Terminou de rubricar o contrato e o entregou nas mãos de Adam, que esperou em silêncio que ela acabasse todo o processo sem expressar quase nenhuma reação, ele entregou a cópia para a nova empregada em silêncio, conferiu as horas no relógio e assistiu a mesma guardar os papéis em uma pasta delicadamente, e somente quando a mulher fez menção de se levantar ele disse.
— Antes que você vá para a cozinha, quero esclarecer o ocorrido entre nós pelo telefone dois dias atrás.
—Achei que tinha deixado clara a minha opinião e opções de tratamento como profissional, Adam. E ainda que você não fosse meu contratante, eu não iria querer ser tão íntima de alguém comprometido, não combina comigo.

Ele sorriu sem mostrar os dentes, o olhar era quase galanteador, pois uma pequena brasa dançava em seus olhos, tirou a aliança de seu dedo anelar, e voltou ao olhar nos olhos da negra dizendo.
— Minha esposa e eu temos um acordo. Fizemos isso, desde que o menino nasceu, ela teve problemas psicológicos logo após o nascimento dele e para não me perder por completo, ela concordou em me permitir que eu transasse com outras mulheres desde que elas nunca entrassem dentro desta casa, e nem fossem apresentadas ao nosso filho. Quando ela se recuperou, e nossa relação voltou a melhorar, ela passou a assistir, e participar de alguns desses encontros, e o acordo foi mantido na surdina.
— Isso não dá a você o direito de...— Ele colocou sua mão sobre a dela, impedindo-a gentilmente de continuar e pediu: —Por favor? Deixe-me terminar. Eu certamente avancei o sinal em relação a você, já que me surpreendi positivamente pela sua aparência e pelo seu talento, mas é óbvio que eu entendo que seria muito mais complicado que acontecesse algo entre nós, por mais prazeroso que fosse.

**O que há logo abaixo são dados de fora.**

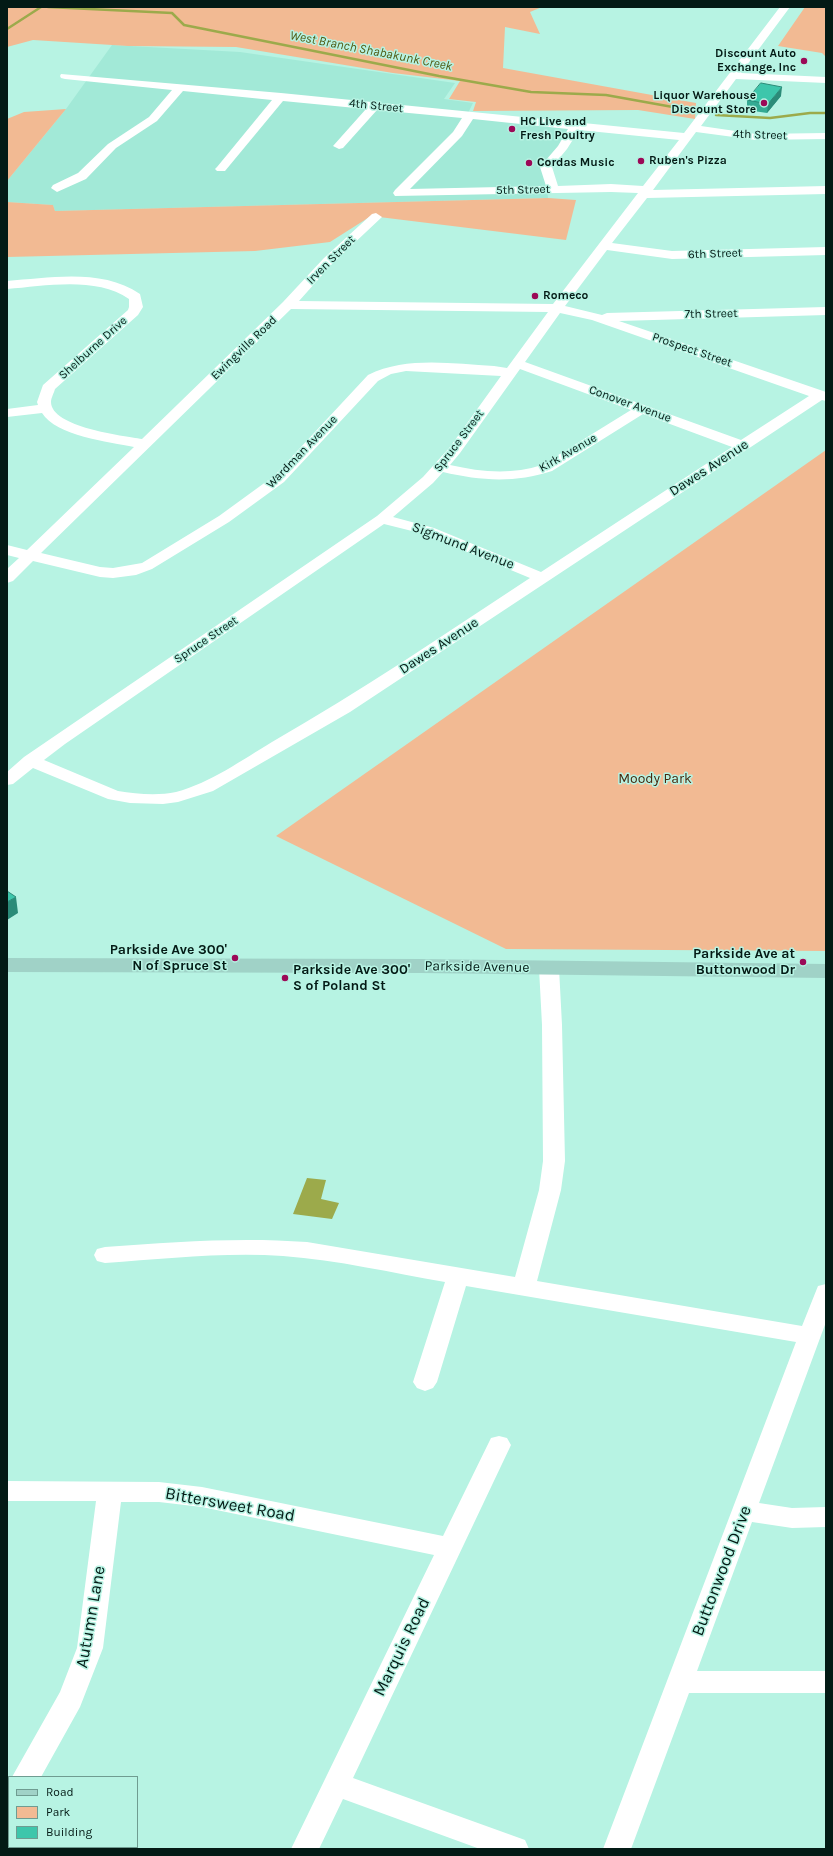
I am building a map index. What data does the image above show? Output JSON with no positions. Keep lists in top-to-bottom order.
{
  "streets": {
    "main road": ["Parkside Avenue"],
    "street": [
      "4th Street",
      "5th Street",
      "6th Street",
      "Irven Street",
      "7th Street",
      "Shelburne Drive",
      "Ewingville Road",
      "Prospect Street",
      "Conover Avenue",
      "Spruce Street",
      "Wardman Avenue",
      "Kirk Avenue",
      "Dawes Avenue",
      "Sigmund Avenue",
      "Bittersweet Road",
      "Buttonwood Drive",
      "Autumn Lane",
      "Marquis Road"
    ]
  },
  "crossings": [
    ["4th Street", "5th Street"],
    ["4th Street", "Spruce Street"],
    ["5th Street", "Spruce Street"],
    ["6th Street", "Spruce Street"],
    ["Irven Street", "Ewingville Road"],
    ["7th Street", "Prospect Street"],
    ["Ewingville Road", "Prospect Street"],
    ["Ewingville Road", "Spruce Street"],
    ["Ewingville Road", "Wardman Avenue"],
    ["Prospect Street", "Spruce Street"],
    ["Prospect Street", "Dawes Avenue"],
    ["Conover Avenue", "Spruce Street"],
    ["Conover Avenue", "Wardman Avenue"],
    ["Conover Avenue", "Kirk Avenue"],
    ["Conover Avenue", "Dawes Avenue"],
    ["Spruce Street", "Wardman Avenue"],
    ["Spruce Street", "Kirk Avenue"],
    ["Spruce Street", "Dawes Avenue"],
    ["Spruce Street", "Sigmund Avenue"],
    ["Dawes Avenue", "Sigmund Avenue"],
    ["Bittersweet Road", "Autumn Lane"],
    ["Bittersweet Road", "Marquis Road"]
  ],
  "water": ["West Branch Shabakunk Creek"],
  "parks": ["Moody Park"],
  "places": [
    "Discount Auto Exchange, Inc",
    "Liquor Warehouse Discount Store",
    "HC Live and Fresh Poultry",
    "Ruben's Pizza",
    "Cordas Music",
    "Romeco",
    "Parkside Ave 300' N of Spruce St",
    "Parkside Ave at Buttonwood Dr",
    "Parkside Ave 300' S of Poland St"
  ],
  "legend": ["Road", "Park", "Building"]
}
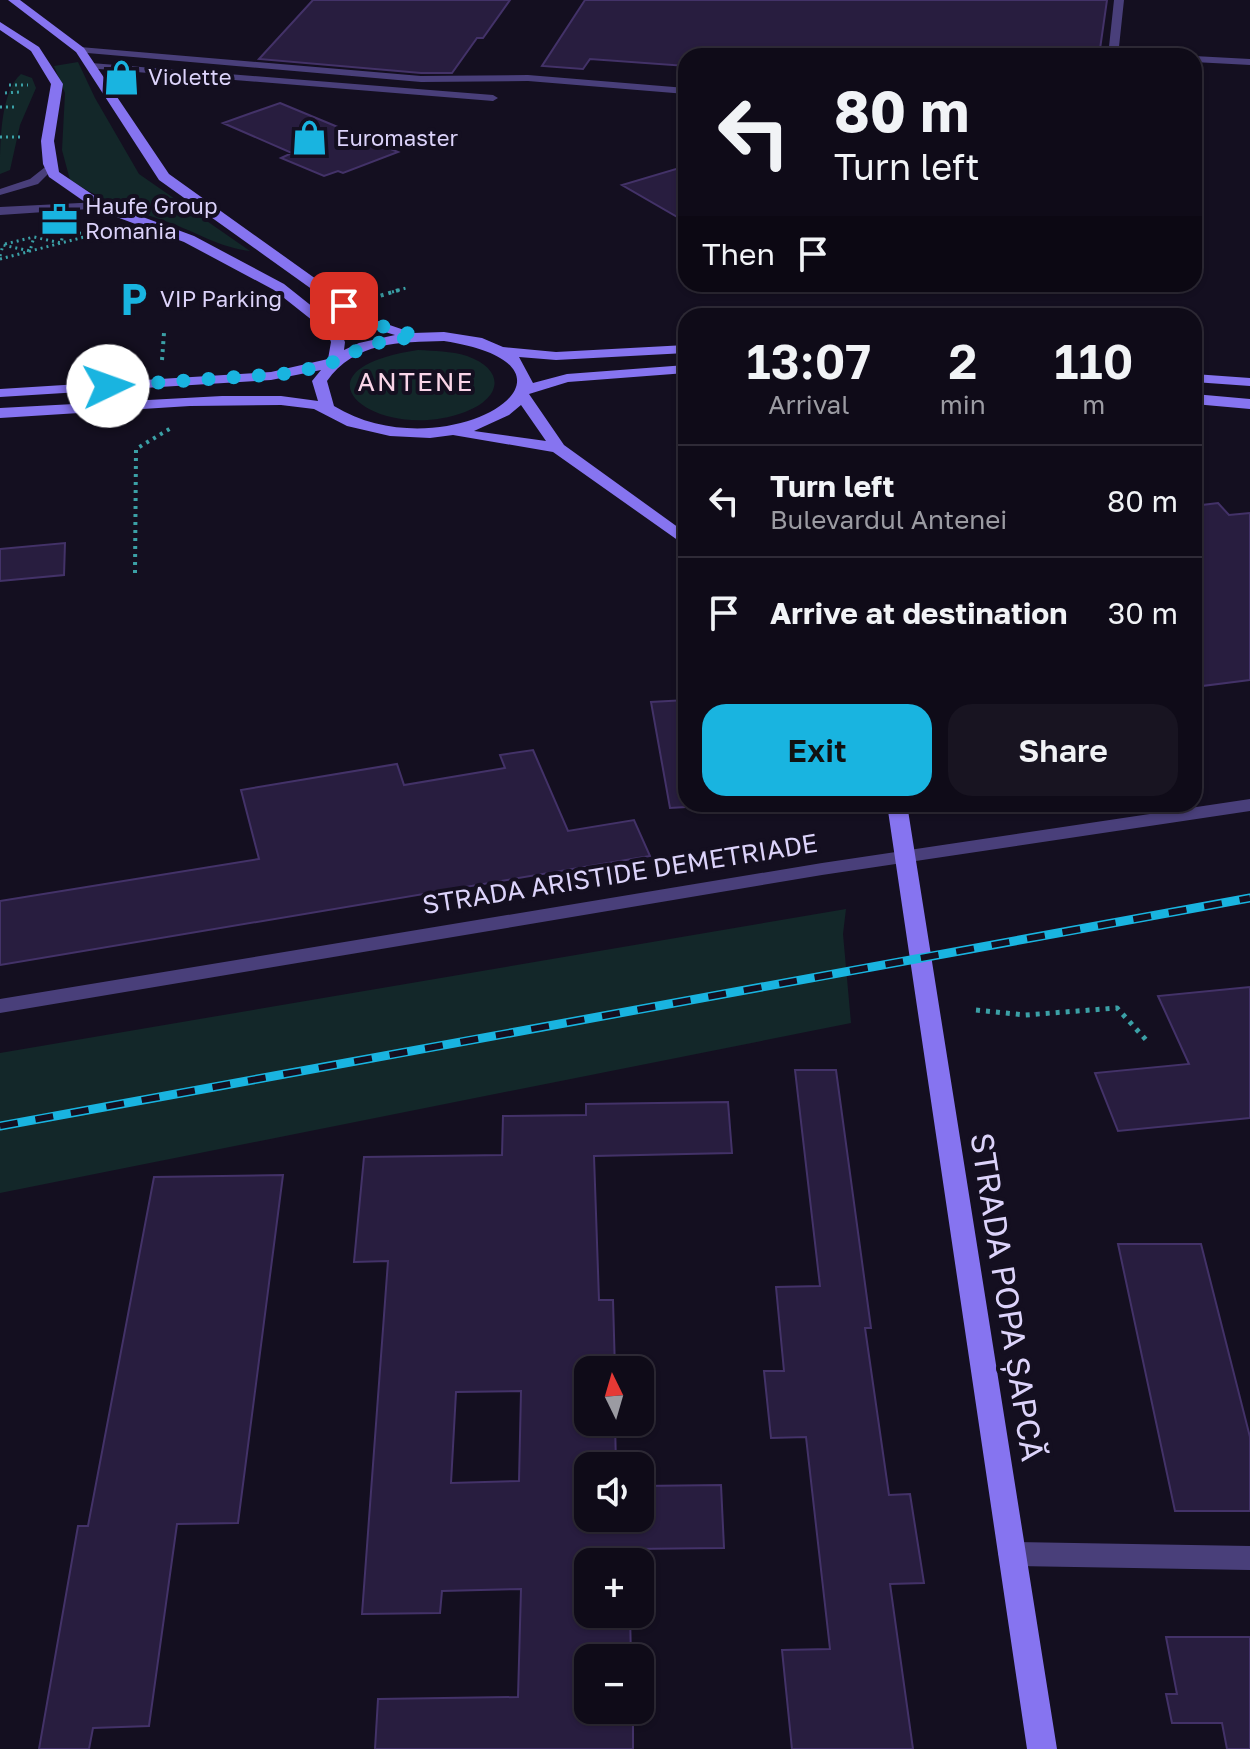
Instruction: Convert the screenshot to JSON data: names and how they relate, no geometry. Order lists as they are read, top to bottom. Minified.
{"streets":{"main road":["STRADA POPA ȘAPCĂ"],"street":["STRADA ARISTIDE DEMETRIADE"]},"crossings":[["STRADA ARISTIDE DEMETRIADE","STRADA POPA ȘAPCĂ"]],"districts":["ANTENE"],"places":{"shop":["Violette","Euromaster"],"office":["Haufe Group Romania"],"parking":["VIP Parking"]},"north":"top","page":{"turn":["80 m","Turn left"],"then":"Then","eta":["13:07","Arrival","2","min","110","m"],"list":[{"name":"Turn left","note":"Bulevardul Antenei","value":"80 m"},{"name":"Arrive at destination","value":"30 m"}],"buttons":["Exit","Share"],"map_buttons":["+","−"]}}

Com você vivendo diariamente nesta casa debaixo dos olhos da Emma e do Ben, e como você já manifestou claramente sua rejeição, eu não pretendo tocar nesse assunto novamente, e também modificarei o tratamento que normalmente a dirijo, senhoria Akintola.— Ele suspirou visivelmente descontente, mudou o braço de posição oferecendo a mão direita para que ela apertasse. —Estamos de acordo?
— Sim, senhor Darkist.
— Tenha um ótimo dia!— Ele desviou o olhar já se levantando na direção da estante de livros logo atrás de sua cadeira, e ela saiu abrindo e fechando as portas sem fazer barulho. Os patrões deixaram os pedidos para almoço e jantar em um mural de ímãs e recados na cozinha, ao ler a lista percebeu que os pratos não seriam complexos ao longo da semana, fatalidade que a fez agradecer em silêncio até que assustou ouvindo passos atrás de si,

— Bom dia companheira de bordo!— Disse uma voz masculina, ela se virou rapidamente assustada, e deu de cara com um homem branco de olhos castanhos, cabelo aparentemente recém cortado, com um sorriso cortês, magro e vestido com o mesmo uniforme que ela estava prestes a colocar.
— Perdão, mas quem é você?
— A dona não lhe avisou? Sou seu assistente. Eu sou Lucas Lemiere.— Disse ele já com a mão estendida deixando mais claro ainda o bronzeado de quem parecia morar de frente pro mar, Bella sorriu de volta aceitando de imediato a surpresa, e decidiu que poderia conversar com Adam sobre a inconveniência de não tê-la avisado depois.
— Ela não me avisou, mas essa cozinha é tão grande que vai ser ótimo ter alguém para dividir, agora se você me dá licença, eu tenho de achar o nosso banheiro. — Segunda porta à direita, Cherie.
—Merci— Respondeu ela ainda que não entendesse totalmente o porquê ele havia feito a escolha de tratá-la naquela língua, pegou o uniforme dobrado e embalado em plástico em mãos, e se dirigiu em passos rápidos até o lugar indicado.
Ao retornar alongou seus dedos, e começou a procurar nos armários e na geladeira os ingredientes necessários para a preparação do almoço, ela e Lucas trocaram poucas palavras durante o processo,quando o aroma da carne assada na panela começou a subir Adam apareceu sem camisa, sem se anunciar na cozinha fazendo com que ambos paralisassem em suas funções, foi até a geladeira retirou uma garrafa d'água e virou as costas ainda sem dizer nada.
—Oi??? — Tentou Lucas enquanto o patrão andava a passos lentos para fora da cozinha.
— Ah, Bom dia— Ele disse se virando por alguns segundos enquanto erguia a garrafa já aberta, e bebia silenciosamente o líquido, os dois continuaram se olhando como se Adam estivesse esperando que o outro dissesse algo.

O jovem só curvou a cabeça olhando diretamente para o peito desnudo do outro com um olhar reprovativo, Adam percebendo finalmente o problema, respirou esse disse.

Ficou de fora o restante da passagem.